_Work to complete_
Quote exactly the lines from the start of the entries to the one with "I am building", both ends included.
━━ Data shown ━━
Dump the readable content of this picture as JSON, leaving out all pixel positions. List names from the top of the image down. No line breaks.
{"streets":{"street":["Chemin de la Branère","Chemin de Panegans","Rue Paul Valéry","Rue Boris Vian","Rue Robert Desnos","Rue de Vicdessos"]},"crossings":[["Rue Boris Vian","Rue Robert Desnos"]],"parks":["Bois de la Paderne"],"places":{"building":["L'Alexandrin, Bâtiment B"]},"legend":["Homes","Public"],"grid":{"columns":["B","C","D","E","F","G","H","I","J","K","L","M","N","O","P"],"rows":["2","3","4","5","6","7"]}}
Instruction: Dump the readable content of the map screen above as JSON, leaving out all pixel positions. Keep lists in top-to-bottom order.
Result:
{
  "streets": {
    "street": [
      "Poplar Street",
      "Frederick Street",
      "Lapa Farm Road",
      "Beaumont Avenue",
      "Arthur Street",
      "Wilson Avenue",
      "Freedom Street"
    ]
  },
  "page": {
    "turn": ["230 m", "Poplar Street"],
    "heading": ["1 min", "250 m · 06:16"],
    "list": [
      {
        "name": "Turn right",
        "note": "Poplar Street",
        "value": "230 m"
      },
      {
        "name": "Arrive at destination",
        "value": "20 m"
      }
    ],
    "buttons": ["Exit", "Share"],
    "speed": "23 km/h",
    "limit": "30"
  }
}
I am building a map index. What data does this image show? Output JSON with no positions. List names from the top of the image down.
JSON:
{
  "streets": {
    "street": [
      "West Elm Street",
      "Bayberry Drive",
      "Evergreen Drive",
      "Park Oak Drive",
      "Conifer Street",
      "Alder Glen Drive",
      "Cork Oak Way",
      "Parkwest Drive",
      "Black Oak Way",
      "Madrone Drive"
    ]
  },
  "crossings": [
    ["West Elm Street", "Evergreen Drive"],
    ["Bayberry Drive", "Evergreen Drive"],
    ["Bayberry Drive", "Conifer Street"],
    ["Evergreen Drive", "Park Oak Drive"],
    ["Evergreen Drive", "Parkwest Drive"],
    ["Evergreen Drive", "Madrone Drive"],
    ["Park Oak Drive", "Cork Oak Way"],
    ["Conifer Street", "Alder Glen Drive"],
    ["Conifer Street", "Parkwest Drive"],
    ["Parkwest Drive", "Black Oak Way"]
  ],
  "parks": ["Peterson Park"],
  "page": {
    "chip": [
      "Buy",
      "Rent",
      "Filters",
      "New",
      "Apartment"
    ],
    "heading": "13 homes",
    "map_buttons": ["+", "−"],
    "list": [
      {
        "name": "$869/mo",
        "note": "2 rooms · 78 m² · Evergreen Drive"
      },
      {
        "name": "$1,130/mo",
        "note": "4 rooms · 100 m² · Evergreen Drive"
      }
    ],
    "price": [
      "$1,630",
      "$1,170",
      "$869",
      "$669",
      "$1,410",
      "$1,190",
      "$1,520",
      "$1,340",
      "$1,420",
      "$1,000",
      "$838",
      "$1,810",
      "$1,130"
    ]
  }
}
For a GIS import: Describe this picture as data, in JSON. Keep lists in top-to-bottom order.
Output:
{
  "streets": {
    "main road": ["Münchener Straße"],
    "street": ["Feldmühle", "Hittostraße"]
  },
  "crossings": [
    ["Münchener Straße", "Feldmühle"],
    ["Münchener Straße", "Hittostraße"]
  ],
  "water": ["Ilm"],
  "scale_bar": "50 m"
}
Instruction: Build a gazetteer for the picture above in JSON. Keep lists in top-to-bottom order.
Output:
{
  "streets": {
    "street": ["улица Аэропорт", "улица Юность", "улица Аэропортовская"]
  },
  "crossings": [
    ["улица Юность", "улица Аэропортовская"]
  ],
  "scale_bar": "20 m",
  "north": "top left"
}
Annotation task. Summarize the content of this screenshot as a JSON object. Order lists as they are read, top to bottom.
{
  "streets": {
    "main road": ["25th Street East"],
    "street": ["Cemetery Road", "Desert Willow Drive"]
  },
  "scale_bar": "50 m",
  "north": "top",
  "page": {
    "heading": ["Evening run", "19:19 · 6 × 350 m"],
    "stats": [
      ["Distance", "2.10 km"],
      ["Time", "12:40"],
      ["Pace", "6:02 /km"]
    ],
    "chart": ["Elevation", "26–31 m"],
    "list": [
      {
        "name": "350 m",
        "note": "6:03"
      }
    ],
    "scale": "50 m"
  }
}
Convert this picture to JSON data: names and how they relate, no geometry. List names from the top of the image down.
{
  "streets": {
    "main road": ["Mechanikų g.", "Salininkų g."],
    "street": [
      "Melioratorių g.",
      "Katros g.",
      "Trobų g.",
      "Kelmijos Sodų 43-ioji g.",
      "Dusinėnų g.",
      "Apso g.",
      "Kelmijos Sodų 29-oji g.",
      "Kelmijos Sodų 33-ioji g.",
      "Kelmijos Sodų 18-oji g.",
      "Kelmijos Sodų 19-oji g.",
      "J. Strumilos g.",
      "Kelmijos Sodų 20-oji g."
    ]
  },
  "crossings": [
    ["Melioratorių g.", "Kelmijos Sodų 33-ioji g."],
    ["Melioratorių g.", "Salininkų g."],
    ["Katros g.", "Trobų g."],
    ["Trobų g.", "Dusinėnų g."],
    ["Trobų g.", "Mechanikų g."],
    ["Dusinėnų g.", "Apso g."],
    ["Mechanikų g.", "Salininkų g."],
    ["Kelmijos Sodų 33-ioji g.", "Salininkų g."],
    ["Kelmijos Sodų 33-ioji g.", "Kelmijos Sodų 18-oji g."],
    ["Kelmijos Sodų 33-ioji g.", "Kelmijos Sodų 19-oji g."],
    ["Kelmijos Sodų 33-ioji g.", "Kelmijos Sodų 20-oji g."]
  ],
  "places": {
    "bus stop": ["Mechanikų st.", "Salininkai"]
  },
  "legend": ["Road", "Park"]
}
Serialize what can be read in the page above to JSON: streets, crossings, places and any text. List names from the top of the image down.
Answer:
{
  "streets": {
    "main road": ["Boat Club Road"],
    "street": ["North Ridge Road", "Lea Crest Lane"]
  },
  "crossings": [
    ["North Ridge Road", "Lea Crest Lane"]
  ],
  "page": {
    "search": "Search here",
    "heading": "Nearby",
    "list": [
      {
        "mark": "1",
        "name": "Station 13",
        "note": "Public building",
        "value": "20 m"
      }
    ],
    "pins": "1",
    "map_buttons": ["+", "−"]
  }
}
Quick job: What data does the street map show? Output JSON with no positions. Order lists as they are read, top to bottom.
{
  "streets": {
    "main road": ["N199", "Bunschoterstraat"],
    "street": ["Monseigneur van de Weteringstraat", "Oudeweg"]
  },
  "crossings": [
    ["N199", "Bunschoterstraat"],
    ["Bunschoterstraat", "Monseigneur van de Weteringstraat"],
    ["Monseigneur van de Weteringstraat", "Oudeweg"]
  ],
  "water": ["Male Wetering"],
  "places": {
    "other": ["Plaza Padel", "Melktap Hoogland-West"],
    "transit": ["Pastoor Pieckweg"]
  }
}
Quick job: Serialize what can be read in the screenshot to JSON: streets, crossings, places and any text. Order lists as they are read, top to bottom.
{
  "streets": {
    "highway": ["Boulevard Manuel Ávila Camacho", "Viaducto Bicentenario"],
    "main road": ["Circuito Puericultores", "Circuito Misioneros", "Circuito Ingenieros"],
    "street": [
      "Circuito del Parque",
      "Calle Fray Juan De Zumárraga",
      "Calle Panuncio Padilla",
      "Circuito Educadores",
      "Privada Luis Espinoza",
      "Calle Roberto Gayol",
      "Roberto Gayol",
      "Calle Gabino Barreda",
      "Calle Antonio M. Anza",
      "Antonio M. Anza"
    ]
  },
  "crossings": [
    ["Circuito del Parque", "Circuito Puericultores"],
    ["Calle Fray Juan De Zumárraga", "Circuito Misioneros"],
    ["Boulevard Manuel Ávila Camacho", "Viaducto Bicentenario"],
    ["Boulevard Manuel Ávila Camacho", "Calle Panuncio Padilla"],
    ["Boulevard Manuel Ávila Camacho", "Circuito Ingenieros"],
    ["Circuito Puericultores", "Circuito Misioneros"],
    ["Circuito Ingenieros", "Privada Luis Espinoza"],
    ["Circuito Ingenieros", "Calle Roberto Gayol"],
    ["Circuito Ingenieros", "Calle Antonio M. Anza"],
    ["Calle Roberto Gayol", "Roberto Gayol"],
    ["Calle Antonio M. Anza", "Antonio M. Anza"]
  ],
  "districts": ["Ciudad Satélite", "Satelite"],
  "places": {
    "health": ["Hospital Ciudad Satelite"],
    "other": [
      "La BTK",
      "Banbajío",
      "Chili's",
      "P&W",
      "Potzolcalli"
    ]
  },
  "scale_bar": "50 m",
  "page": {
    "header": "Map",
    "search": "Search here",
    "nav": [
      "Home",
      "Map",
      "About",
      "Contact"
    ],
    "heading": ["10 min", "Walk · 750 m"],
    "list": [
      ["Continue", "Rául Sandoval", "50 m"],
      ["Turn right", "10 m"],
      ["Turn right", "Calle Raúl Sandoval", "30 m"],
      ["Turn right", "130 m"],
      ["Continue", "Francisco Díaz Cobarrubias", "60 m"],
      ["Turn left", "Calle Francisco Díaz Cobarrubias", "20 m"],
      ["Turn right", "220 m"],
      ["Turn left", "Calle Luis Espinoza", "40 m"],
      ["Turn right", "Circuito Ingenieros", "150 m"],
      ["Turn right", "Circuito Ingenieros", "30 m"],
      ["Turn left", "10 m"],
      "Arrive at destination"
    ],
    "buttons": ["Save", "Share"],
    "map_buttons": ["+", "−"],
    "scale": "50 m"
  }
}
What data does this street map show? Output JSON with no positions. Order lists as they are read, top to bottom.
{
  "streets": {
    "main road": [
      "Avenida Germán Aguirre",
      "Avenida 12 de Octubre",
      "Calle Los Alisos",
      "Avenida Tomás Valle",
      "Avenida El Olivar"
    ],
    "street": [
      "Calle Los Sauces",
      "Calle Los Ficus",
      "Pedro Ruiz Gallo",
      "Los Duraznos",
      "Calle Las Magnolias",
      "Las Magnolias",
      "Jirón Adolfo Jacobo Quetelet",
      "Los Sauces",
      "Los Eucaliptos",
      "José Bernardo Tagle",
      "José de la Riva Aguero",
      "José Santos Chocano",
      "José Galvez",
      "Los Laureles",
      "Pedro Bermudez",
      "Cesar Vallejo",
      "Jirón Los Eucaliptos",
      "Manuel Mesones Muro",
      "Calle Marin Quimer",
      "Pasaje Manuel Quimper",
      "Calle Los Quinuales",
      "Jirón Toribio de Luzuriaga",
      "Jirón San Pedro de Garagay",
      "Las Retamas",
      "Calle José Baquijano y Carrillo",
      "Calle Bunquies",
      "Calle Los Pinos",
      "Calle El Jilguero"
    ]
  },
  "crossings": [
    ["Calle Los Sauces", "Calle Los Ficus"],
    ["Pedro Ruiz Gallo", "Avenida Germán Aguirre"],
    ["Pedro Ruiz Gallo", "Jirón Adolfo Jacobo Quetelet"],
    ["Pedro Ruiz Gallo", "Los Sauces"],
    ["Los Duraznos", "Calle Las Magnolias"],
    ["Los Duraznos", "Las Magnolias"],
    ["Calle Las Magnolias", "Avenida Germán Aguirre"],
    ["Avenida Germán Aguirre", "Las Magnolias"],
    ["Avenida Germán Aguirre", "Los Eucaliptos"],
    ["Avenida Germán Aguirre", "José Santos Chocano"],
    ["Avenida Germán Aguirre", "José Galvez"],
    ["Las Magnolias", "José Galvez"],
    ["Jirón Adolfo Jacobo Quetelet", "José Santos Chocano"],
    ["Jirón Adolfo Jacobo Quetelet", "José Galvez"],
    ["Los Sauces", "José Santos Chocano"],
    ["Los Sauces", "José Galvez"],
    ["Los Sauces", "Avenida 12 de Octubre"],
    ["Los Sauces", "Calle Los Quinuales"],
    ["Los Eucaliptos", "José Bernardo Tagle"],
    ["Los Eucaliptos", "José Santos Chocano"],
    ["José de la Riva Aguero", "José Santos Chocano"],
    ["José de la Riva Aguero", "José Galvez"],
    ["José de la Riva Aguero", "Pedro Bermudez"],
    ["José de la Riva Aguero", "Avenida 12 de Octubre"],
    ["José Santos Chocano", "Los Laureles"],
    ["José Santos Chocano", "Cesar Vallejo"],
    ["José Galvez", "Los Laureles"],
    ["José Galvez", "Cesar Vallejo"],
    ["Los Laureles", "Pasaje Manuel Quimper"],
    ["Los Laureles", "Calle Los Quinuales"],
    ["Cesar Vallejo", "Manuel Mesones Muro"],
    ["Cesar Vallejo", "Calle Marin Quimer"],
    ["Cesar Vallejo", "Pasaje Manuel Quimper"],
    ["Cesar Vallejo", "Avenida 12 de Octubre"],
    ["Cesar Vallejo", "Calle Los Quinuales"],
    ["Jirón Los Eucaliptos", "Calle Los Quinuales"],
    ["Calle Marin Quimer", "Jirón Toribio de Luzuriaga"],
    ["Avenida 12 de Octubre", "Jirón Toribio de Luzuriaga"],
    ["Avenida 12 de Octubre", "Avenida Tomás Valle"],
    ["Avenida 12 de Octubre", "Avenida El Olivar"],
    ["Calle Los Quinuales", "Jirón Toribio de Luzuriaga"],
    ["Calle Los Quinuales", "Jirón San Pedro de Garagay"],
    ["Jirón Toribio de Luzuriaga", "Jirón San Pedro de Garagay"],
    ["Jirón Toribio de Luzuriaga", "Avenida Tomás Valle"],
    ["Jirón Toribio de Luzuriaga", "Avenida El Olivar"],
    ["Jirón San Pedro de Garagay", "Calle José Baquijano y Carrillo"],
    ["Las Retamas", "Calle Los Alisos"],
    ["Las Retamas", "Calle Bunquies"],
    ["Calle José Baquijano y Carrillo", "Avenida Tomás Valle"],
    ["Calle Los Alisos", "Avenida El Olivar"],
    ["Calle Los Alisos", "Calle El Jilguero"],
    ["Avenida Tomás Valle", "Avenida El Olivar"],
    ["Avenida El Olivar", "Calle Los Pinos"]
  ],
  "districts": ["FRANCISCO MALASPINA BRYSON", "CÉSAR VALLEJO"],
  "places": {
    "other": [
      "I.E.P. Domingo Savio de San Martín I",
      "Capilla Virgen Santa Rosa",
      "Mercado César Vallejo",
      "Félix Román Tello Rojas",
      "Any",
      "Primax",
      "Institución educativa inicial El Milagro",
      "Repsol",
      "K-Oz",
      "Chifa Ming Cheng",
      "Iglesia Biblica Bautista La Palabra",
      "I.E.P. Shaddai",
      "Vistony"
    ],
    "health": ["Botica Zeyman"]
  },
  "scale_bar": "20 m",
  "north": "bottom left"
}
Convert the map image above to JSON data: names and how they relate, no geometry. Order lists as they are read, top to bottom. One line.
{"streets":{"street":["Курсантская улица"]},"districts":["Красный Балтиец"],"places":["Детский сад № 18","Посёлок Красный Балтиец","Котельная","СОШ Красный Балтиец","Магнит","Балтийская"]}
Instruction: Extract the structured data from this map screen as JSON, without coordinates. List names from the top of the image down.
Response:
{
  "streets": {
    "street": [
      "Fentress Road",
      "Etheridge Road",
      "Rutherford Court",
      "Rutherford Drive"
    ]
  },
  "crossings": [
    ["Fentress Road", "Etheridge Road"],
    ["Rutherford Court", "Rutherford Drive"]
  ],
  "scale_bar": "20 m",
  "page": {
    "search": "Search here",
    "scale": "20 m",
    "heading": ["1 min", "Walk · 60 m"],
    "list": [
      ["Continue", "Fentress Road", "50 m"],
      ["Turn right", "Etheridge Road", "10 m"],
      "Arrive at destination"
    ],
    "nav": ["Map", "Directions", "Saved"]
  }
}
━━━
_Response_
Dump the readable content of this picture as JSON, leaving out all pixel positions. List names from the top of the image down. No line breaks.
{"streets":{"street":["Chemin de la Branère","Chemin de Panegans","Rue Paul Valéry","Rue Boris Vian","Rue Robert Desnos","Rue de Vicdessos"]},"crossings":[["Rue Boris Vian","Rue Robert Desnos"]],"parks":["Bois de la Paderne"],"places":{"building":["L'Alexandrin, Bâtiment B"]},"legend":["Homes","Public"],"grid":{"columns":["B","C","D","E","F","G","H","I","J","K","L","M","N","O","P"],"rows":["2","3","4","5","6","7"]}}
Instruction: Dump the readable content of the map screen above as JSON, leaving out all pixel positions. Keep lists in top-to-bottom order.
Result:
{
  "streets": {
    "street": [
      "Poplar Street",
      "Frederick Street",
      "Lapa Farm Road",
      "Beaumont Avenue",
      "Arthur Street",
      "Wilson Avenue",
      "Freedom Street"
    ]
  },
  "page": {
    "turn": ["230 m", "Poplar Street"],
    "heading": ["1 min", "250 m · 06:16"],
    "list": [
      {
        "name": "Turn right",
        "note": "Poplar Street",
        "value": "230 m"
      },
      {
        "name": "Arrive at destination",
        "value": "20 m"
      }
    ],
    "buttons": ["Exit", "Share"],
    "speed": "23 km/h",
    "limit": "30"
  }
}
I am building a map index. What data does this image show? Output JSON with no positions. List names from the top of the image down.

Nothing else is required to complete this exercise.